DATA IN THIS EXERCISE: Begin
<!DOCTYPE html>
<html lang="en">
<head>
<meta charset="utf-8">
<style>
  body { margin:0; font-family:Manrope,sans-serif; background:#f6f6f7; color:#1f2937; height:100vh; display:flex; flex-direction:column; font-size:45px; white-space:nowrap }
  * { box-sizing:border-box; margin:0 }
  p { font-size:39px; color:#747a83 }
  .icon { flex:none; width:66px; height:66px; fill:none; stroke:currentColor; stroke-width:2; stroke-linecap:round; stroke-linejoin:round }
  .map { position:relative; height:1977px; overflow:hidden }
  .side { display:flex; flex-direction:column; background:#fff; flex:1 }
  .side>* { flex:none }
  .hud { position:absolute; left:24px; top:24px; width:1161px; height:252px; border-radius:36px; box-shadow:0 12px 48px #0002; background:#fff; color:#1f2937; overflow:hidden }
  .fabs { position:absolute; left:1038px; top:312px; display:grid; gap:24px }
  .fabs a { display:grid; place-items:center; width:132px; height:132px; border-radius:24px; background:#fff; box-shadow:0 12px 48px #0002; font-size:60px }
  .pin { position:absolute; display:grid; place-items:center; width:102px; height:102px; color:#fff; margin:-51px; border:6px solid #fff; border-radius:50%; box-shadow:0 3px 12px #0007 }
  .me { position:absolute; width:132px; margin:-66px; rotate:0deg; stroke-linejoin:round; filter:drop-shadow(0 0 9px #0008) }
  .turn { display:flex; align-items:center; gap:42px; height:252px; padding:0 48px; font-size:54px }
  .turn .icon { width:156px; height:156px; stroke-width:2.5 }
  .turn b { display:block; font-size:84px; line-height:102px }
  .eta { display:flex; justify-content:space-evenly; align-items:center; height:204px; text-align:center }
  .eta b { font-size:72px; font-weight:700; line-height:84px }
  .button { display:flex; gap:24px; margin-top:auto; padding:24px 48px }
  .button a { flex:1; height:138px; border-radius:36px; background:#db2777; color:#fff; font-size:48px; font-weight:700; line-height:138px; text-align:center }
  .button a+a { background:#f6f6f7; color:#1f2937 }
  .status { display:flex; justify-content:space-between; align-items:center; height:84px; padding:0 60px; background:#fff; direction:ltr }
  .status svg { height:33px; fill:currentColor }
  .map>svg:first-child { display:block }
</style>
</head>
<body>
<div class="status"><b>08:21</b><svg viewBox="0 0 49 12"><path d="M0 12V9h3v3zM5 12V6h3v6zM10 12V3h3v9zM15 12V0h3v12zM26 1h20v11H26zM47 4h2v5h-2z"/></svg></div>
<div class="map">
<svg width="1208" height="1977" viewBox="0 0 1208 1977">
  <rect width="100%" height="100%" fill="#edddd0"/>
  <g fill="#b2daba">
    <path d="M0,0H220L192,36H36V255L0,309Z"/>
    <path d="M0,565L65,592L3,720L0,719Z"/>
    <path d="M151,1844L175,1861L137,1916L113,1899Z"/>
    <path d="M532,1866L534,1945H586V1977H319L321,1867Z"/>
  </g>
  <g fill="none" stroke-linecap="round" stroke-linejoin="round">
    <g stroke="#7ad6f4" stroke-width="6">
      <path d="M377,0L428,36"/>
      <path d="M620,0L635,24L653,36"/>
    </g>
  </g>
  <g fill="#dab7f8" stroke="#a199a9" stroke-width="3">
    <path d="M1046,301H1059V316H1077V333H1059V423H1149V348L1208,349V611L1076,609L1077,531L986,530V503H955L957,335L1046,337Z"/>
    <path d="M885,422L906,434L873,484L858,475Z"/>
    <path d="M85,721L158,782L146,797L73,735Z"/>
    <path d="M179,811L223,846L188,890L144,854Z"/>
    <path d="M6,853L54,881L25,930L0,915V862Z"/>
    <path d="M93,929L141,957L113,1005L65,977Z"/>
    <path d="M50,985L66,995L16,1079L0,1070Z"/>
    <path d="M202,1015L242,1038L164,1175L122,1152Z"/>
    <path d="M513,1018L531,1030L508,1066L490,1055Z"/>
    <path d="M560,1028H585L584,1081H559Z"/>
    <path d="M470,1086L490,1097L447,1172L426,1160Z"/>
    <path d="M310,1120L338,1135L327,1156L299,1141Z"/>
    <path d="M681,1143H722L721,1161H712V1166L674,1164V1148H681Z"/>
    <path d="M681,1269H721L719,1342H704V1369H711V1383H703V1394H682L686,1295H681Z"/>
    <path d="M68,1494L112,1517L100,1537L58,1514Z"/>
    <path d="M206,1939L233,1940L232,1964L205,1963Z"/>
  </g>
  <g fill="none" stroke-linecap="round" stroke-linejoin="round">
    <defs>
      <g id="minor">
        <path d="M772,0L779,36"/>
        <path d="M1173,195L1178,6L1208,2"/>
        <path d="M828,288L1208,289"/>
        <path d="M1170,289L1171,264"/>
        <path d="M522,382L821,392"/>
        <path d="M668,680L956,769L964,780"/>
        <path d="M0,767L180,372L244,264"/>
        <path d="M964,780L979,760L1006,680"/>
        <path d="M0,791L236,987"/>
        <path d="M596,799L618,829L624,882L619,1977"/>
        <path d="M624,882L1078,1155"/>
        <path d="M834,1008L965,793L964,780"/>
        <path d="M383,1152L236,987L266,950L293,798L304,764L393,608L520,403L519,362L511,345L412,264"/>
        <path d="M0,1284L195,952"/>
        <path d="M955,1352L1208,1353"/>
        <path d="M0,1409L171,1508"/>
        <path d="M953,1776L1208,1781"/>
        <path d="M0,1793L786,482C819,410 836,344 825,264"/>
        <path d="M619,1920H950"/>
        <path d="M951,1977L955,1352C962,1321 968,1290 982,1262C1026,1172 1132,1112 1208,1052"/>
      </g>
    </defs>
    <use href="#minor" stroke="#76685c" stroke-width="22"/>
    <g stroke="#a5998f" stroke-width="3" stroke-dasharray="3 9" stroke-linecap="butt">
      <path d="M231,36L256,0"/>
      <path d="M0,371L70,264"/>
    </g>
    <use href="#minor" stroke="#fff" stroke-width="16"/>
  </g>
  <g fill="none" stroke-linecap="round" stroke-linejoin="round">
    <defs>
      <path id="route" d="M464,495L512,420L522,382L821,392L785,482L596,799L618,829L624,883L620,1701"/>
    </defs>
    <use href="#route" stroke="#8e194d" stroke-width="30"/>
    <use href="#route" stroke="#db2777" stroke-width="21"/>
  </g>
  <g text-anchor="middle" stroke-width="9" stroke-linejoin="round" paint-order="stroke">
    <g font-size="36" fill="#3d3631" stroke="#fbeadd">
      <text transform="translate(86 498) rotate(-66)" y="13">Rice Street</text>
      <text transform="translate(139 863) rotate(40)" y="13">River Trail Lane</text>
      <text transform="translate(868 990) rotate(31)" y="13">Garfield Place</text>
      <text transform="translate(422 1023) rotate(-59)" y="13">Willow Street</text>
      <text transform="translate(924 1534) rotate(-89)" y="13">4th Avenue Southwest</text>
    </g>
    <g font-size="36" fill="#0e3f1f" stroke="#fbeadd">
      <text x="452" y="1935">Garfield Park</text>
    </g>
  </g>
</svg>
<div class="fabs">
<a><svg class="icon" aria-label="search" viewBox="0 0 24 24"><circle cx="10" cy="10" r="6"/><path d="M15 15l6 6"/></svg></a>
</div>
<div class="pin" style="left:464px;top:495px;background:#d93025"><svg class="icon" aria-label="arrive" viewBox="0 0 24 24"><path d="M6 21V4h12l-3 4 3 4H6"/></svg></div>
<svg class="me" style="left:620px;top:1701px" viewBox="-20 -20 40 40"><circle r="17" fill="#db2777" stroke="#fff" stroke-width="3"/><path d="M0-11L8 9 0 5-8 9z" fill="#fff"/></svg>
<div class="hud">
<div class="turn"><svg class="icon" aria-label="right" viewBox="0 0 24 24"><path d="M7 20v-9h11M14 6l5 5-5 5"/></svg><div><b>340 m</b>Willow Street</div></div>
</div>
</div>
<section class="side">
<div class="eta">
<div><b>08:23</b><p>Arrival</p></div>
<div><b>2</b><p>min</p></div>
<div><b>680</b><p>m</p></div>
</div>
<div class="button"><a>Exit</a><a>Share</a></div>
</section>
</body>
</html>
DATA IN THIS EXERCISE: End
## TASK INSTRUCTIONS
Beginning at the top of the records above, transcribe each line exactly up to and including the line that holds "position:absolute; width:132px; margin:-66px;".

## OUTPUT OF THE EXERCISE
<!DOCTYPE html>
<html lang="en">
<head>
<meta charset="utf-8">
<style>
  body { margin:0; font-family:Manrope,sans-serif; background:#f6f6f7; color:#1f2937; height:100vh; display:flex; flex-direction:column; font-size:45px; white-space:nowrap }
  * { box-sizing:border-box; margin:0 }
  p { font-size:39px; color:#747a83 }
  .icon { flex:none; width:66px; height:66px; fill:none; stroke:currentColor; stroke-width:2; stroke-linecap:round; stroke-linejoin:round }
  .map { position:relative; height:1977px; overflow:hidden }
  .side { display:flex; flex-direction:column; background:#fff; flex:1 }
  .side>* { flex:none }
  .hud { position:absolute; left:24px; top:24px; width:1161px; height:252px; border-radius:36px; box-shadow:0 12px 48px #0002; background:#fff; color:#1f2937; overflow:hidden }
  .fabs { position:absolute; left:1038px; top:312px; display:grid; gap:24px }
  .fabs a { display:grid; place-items:center; width:132px; height:132px; border-radius:24px; background:#fff; box-shadow:0 12px 48px #0002; font-size:60px }
  .pin { position:absolute; display:grid; place-items:center; width:102px; height:102px; color:#fff; margin:-51px; border:6px solid #fff; border-radius:50%; box-shadow:0 3px 12px #0007 }
  .me { position:absolute; width:132px; margin:-66px; rotate:0deg; stroke-linejoin:round; filter:drop-shadow(0 0 9px #0008) }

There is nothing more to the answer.